Task to complete —
Among the entries below, find the lines with the word "align" and copy them.

Records for the task —
:::
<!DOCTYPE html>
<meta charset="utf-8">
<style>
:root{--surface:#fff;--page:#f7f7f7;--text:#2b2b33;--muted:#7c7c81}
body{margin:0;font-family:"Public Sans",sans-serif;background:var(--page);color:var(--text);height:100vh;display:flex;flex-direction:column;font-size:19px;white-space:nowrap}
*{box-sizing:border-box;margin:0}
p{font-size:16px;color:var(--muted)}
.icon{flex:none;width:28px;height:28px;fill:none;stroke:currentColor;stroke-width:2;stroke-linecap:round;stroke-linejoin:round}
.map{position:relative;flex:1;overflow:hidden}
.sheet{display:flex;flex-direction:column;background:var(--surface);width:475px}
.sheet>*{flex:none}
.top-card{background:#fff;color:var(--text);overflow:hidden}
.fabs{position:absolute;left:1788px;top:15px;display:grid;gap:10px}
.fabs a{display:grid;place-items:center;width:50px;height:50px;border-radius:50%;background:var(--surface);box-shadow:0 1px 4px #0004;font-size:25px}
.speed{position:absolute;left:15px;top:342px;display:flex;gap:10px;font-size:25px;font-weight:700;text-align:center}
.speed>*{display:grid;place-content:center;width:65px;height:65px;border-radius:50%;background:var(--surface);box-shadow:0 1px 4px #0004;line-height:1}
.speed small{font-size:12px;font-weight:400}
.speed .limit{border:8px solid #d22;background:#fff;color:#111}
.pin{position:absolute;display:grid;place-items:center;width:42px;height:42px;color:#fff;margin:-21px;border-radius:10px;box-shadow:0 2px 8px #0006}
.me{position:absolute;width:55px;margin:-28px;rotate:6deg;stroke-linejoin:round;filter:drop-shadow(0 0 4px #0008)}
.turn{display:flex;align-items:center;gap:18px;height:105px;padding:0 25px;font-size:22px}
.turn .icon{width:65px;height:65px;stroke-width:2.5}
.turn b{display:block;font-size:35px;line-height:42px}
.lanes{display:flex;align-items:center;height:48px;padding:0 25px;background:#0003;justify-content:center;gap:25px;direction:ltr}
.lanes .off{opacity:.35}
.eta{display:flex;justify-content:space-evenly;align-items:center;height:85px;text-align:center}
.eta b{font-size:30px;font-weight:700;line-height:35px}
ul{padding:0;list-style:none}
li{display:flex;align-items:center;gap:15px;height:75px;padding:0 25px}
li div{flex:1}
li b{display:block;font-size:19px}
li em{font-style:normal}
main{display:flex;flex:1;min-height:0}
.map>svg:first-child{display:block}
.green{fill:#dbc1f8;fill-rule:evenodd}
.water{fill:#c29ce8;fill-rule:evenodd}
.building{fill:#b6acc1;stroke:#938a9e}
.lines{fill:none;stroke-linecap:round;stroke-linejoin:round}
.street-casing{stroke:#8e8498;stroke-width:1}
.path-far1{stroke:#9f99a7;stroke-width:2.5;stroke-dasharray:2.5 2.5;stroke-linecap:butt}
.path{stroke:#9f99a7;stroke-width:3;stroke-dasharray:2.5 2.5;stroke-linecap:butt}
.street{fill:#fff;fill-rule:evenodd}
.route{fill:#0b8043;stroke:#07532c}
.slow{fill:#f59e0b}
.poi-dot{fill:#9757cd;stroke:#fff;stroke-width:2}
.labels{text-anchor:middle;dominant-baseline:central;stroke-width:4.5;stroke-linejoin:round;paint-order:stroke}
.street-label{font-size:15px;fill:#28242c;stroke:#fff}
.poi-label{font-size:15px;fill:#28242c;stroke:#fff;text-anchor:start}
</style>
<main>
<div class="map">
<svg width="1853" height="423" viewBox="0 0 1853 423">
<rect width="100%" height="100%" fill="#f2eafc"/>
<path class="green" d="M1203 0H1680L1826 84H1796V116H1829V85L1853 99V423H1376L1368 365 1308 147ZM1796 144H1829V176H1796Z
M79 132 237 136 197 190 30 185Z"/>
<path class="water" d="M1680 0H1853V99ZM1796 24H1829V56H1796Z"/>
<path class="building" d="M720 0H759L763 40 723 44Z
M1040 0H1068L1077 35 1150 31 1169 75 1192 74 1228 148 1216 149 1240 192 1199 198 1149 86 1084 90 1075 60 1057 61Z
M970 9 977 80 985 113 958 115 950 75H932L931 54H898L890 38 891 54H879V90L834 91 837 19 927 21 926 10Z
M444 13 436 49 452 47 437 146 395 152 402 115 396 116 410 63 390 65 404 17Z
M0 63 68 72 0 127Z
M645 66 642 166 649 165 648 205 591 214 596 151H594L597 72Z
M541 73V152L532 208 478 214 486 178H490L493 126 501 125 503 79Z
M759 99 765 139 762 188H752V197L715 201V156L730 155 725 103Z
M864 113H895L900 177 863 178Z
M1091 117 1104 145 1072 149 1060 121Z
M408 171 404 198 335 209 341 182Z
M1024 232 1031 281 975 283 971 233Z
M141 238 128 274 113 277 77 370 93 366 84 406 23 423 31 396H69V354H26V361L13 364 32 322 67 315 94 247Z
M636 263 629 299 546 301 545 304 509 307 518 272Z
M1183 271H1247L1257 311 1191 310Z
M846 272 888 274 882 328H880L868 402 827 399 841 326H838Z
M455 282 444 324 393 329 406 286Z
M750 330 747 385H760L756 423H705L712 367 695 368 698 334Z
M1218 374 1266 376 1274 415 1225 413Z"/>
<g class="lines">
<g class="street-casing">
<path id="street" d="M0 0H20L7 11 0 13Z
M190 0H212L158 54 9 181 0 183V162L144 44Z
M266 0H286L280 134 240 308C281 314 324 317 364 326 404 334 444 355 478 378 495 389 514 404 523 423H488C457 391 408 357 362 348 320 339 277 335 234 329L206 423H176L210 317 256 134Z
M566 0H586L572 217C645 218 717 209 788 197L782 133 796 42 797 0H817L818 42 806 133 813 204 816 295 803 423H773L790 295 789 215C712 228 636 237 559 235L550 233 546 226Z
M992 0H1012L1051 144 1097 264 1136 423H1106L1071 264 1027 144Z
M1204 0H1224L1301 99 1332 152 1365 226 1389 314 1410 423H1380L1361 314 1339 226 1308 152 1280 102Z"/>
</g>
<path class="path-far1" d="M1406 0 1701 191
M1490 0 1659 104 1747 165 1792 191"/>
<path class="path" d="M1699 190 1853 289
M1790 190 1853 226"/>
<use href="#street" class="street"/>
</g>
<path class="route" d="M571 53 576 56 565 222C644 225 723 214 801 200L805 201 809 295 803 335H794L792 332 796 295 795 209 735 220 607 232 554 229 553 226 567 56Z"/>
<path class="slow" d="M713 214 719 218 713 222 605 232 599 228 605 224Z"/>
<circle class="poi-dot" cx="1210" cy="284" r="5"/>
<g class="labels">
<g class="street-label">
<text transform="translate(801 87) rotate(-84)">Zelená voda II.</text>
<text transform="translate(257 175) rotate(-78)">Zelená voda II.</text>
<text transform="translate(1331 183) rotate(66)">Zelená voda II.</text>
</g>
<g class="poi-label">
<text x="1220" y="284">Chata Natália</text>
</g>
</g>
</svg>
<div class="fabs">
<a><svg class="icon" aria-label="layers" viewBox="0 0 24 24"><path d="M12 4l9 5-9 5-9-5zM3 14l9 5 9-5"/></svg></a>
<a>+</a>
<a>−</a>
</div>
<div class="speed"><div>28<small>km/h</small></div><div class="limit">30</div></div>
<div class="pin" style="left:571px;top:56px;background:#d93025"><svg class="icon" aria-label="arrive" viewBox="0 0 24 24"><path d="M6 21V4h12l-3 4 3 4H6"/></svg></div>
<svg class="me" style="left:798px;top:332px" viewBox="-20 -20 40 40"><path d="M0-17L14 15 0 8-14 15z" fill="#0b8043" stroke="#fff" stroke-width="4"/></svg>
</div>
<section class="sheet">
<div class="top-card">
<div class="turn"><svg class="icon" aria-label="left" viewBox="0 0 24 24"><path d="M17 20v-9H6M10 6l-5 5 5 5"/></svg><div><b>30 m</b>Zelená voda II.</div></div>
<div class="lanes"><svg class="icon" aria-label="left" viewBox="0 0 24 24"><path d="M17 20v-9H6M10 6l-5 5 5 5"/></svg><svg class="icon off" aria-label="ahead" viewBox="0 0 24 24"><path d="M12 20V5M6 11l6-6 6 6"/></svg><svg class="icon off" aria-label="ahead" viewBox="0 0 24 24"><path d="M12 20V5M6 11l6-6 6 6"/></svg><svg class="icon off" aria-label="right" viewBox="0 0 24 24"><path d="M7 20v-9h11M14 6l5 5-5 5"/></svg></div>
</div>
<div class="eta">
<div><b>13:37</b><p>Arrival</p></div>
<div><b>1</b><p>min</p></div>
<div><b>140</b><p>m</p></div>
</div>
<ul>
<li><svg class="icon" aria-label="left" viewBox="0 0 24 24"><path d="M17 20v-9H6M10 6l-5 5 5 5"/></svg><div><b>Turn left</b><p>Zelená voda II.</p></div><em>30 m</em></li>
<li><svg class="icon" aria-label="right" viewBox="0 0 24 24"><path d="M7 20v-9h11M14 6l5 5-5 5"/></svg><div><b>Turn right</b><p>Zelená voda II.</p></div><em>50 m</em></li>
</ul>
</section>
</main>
:::
Answer for the task —
.speed{position:absolute;left:15px;top:342px;display:flex;gap:10px;font-size:25px;font-weight:700;text-align:center}
.turn{display:flex;align-items:center;gap:18px;height:105px;padding:0 25px;font-size:22px}
.lanes{display:flex;align-items:center;height:48px;padding:0 25px;background:#0003;justify-content:center;gap:25px;direction:ltr}
.eta{display:flex;justify-content:space-evenly;align-items:center;height:85px;text-align:center}
li{display:flex;align-items:center;gap:15px;height:75px;padding:0 25px}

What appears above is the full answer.